Copy out the entries exactly, and wherever a picture appears, leave it out.
[Data in this exercise Boundary: Start]
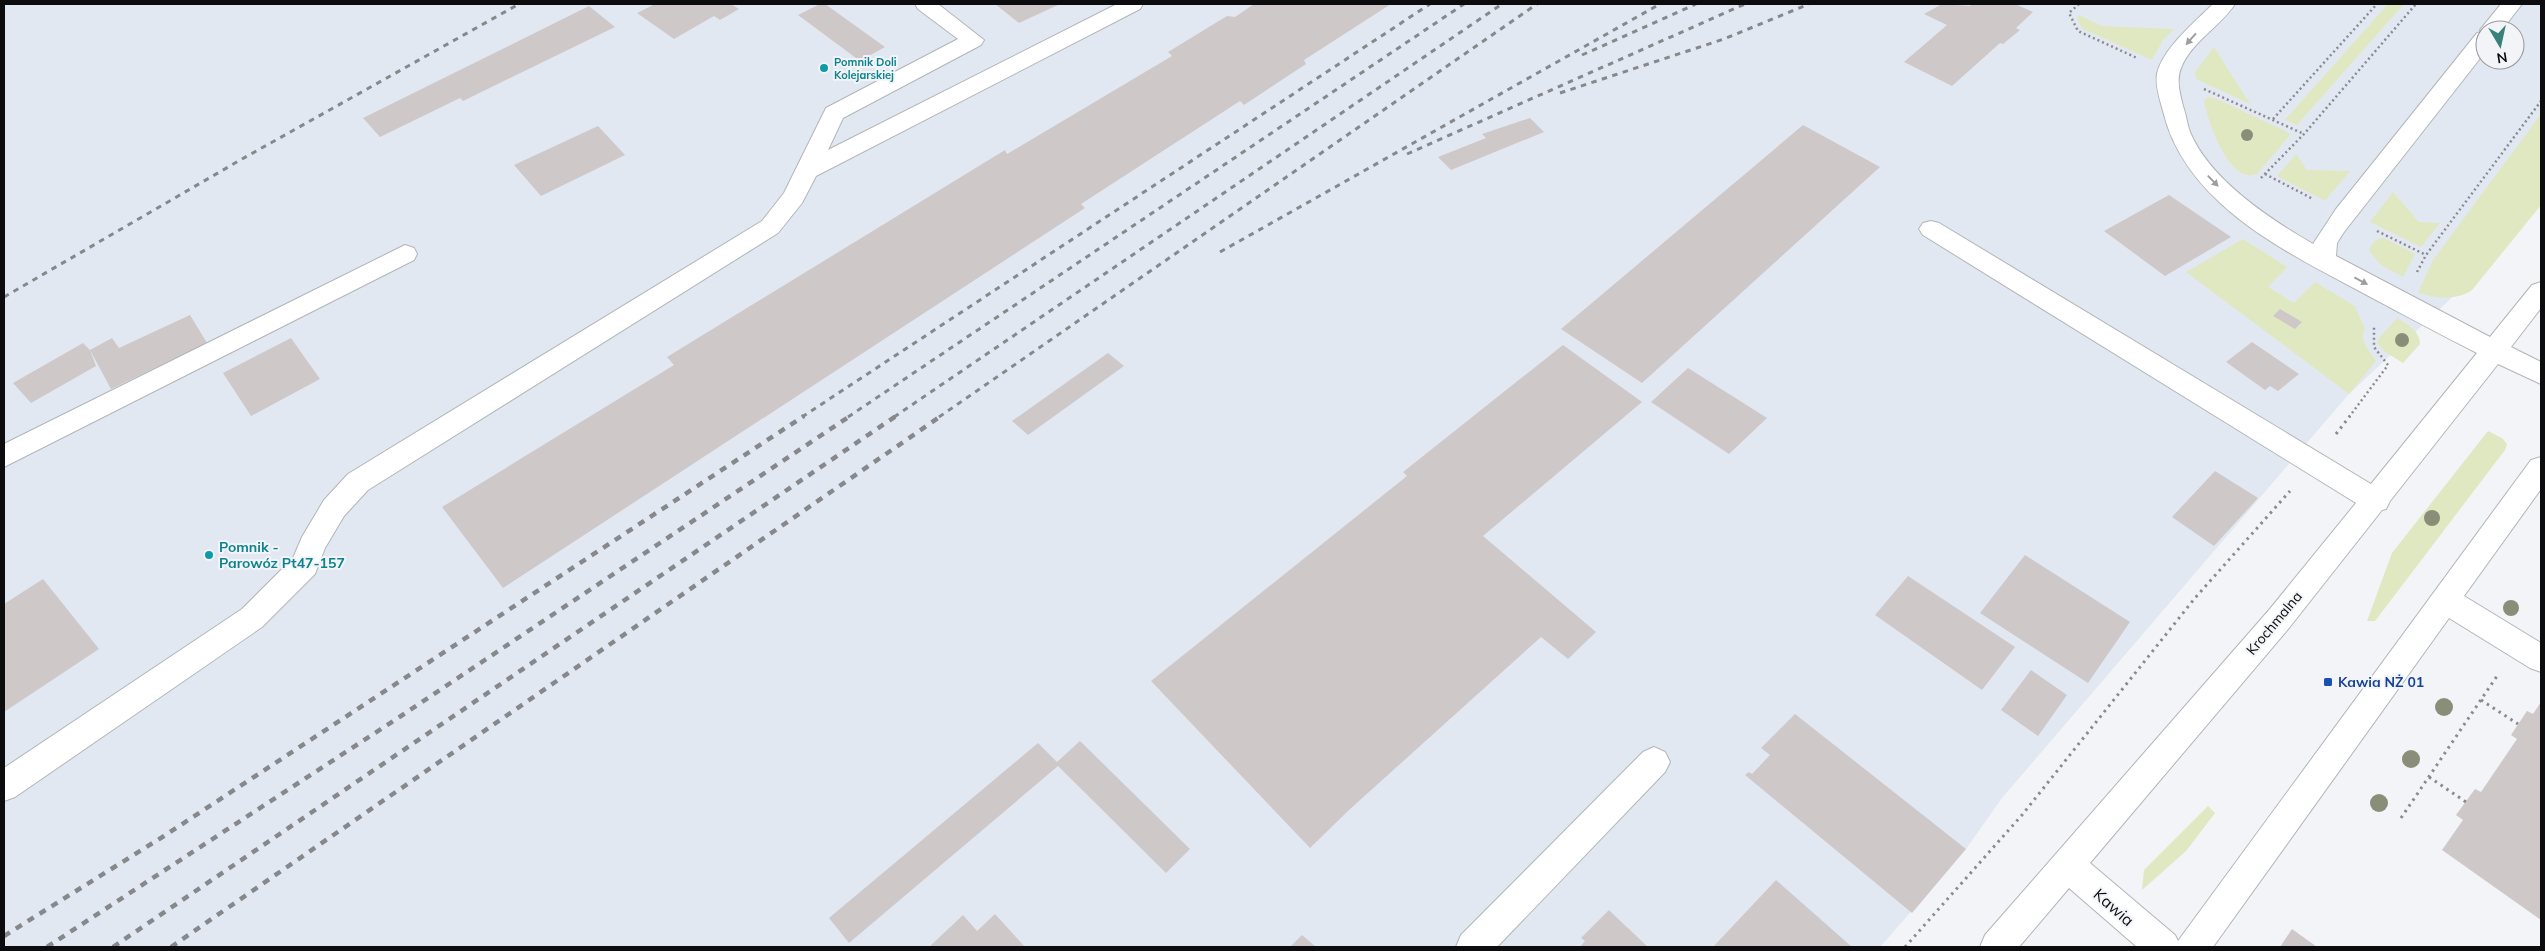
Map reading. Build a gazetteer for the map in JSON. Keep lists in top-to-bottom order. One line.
{"streets":{"street":["Krochmalna","Kawia"]},"crossings":[["Krochmalna","Kawia"]],"places":{"other":["Pomnik Doli Kolejarskiej","Pomnik - Parowóz Pt47-157"],"transit":["Kawia NŻ 01"]},"north":"bottom"}
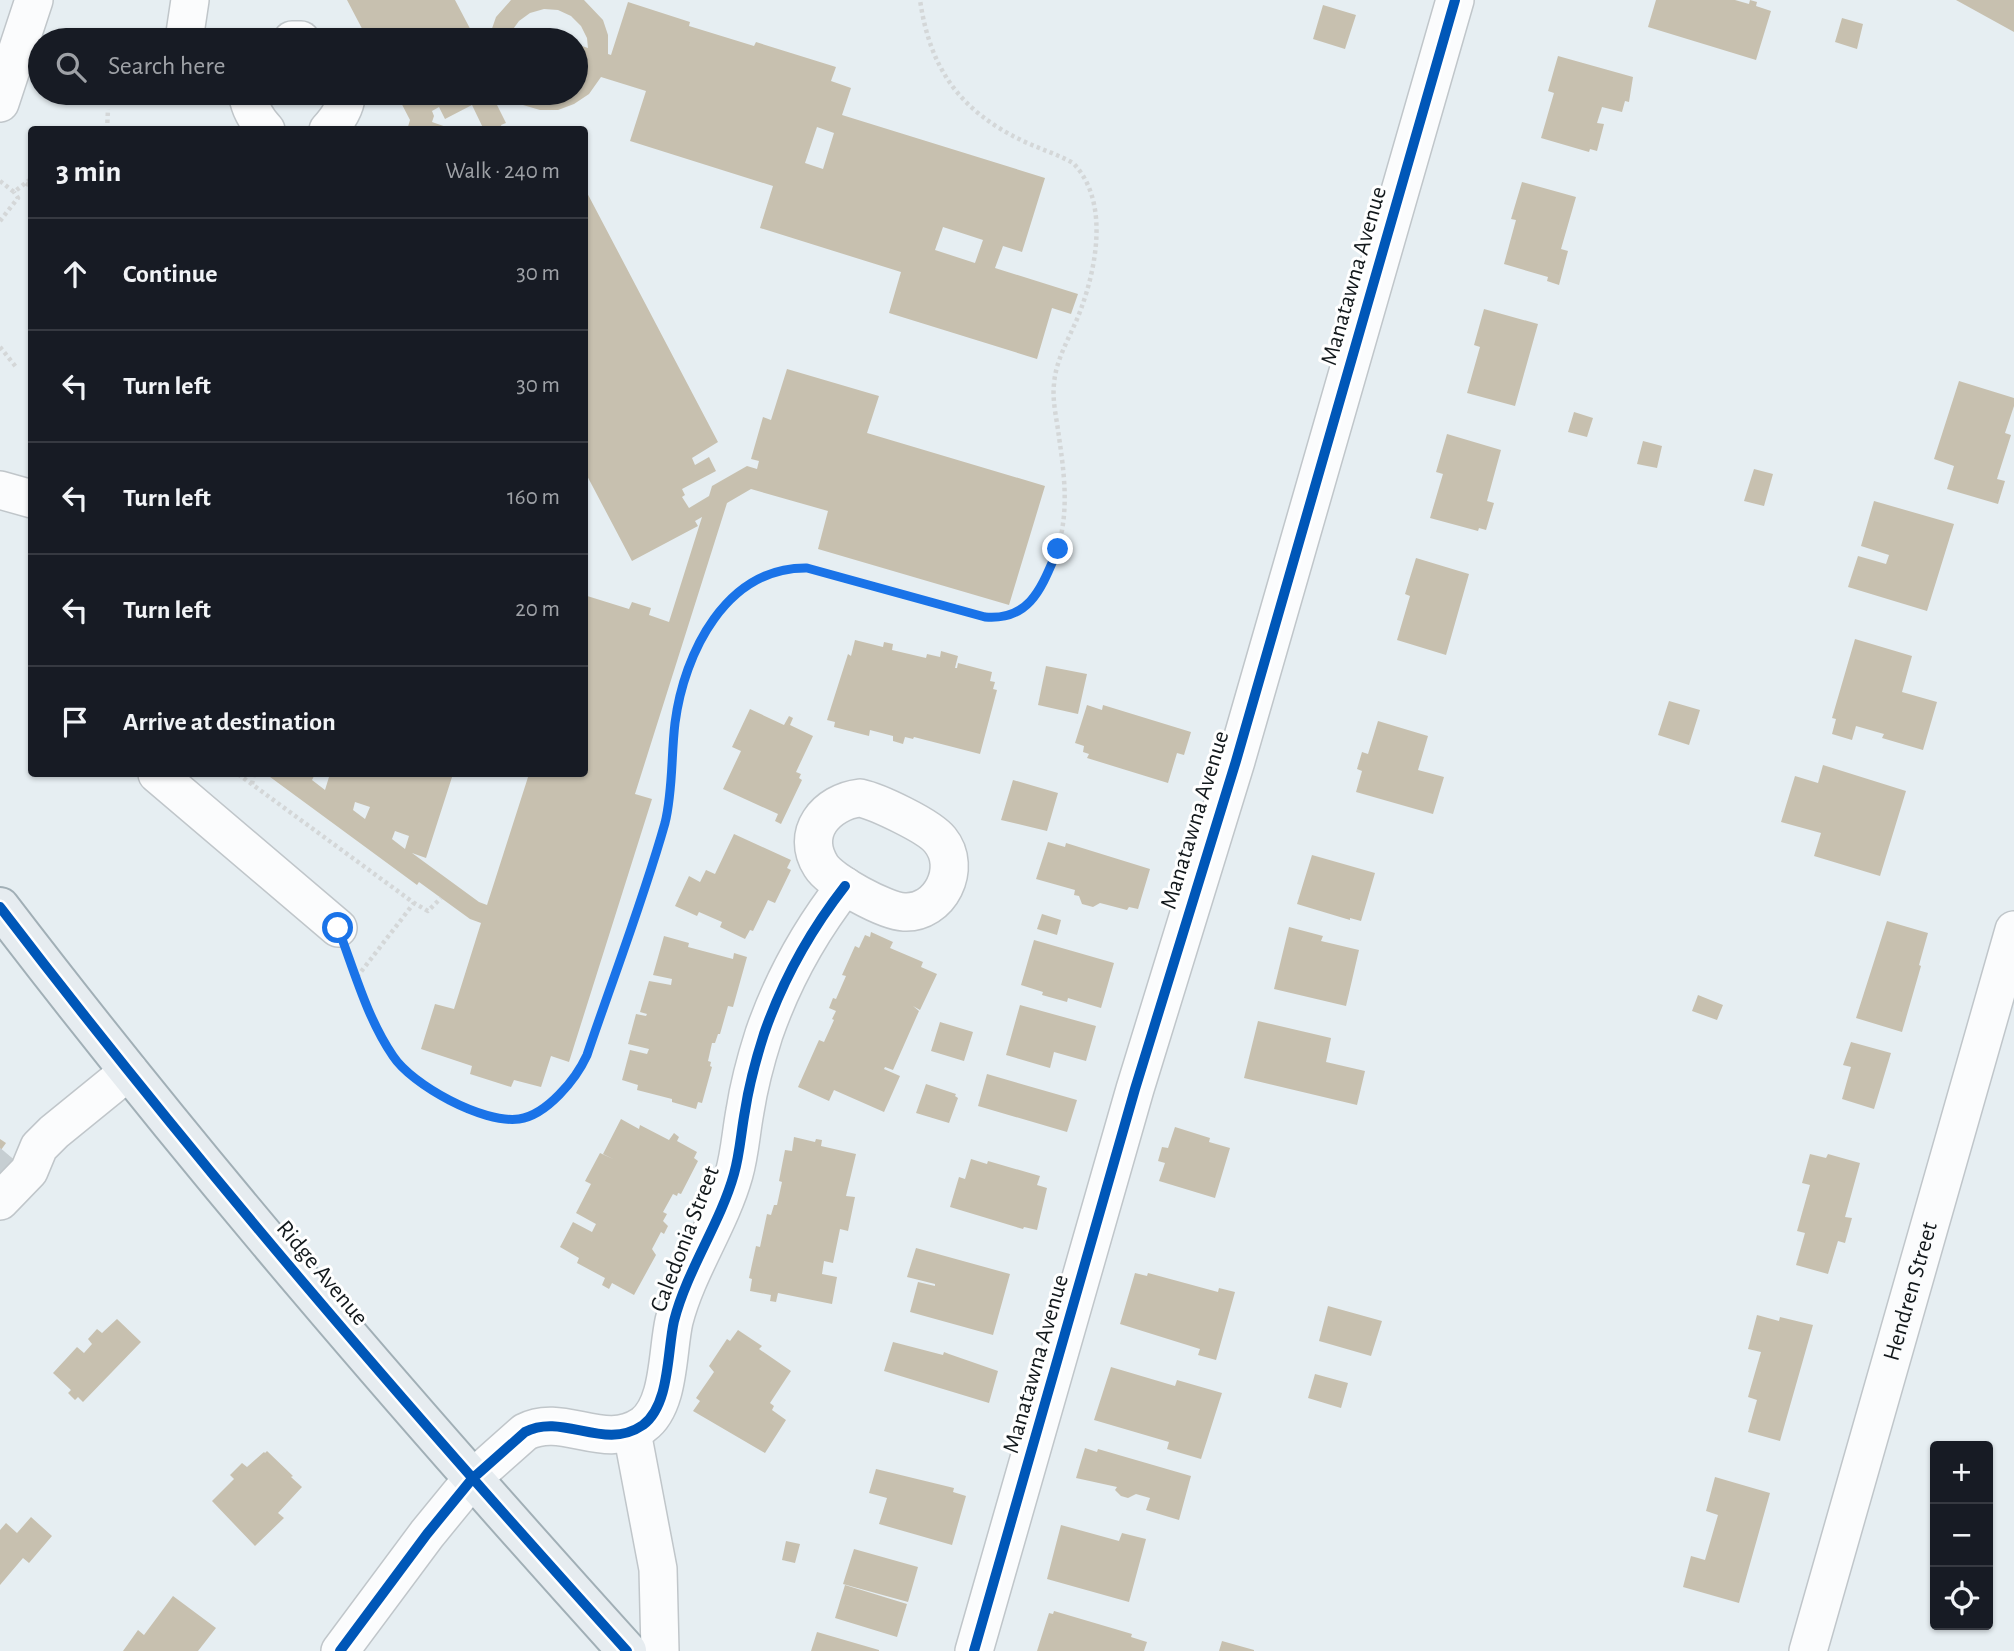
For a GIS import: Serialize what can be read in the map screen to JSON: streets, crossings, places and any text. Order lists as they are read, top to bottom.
{
  "streets": {
    "main road": ["Ridge Avenue"],
    "street": ["Manatawna Avenue", "Caledonia Street", "Hendren Street"]
  },
  "page": {
    "search": "Search here",
    "heading": ["3 min", "Walk · 240 m"],
    "list": [
      ["Continue", "30 m"],
      ["Turn left", "30 m"],
      ["Turn left", "160 m"],
      ["Turn left", "20 m"],
      "Arrive at destination"
    ],
    "map_buttons": ["+", "−"]
  }
}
[Data in this exercise Boundary: End]
▶ Task answer:
Map reading. Build a gazetteer for the map in JSON. Keep lists in top-to-bottom order. One line.
{"streets":{"street":["Krochmalna","Kawia"]},"crossings":[["Krochmalna","Kawia"]],"places":{"other":["Pomnik Doli Kolejarskiej","Pomnik - Parowóz Pt47-157"],"transit":["Kawia NŻ 01"]},"north":"bottom"}
For a GIS import: Serialize what can be read in the map screen to JSON: streets, crossings, places and any text. Order lists as they are read, top to bottom.
{
  "streets": {
    "main road": ["Ridge Avenue"],
    "street": ["Manatawna Avenue", "Caledonia Street", "Hendren Street"]
  },
  "page": {
    "search": "Search here",
    "heading": ["3 min", "Walk · 240 m"],
    "list": [
      ["Continue", "30 m"],
      ["Turn left", "30 m"],
      ["Turn left", "160 m"],
      ["Turn left", "20 m"],
      "Arrive at destination"
    ],
    "map_buttons": ["+", "−"]
  }
}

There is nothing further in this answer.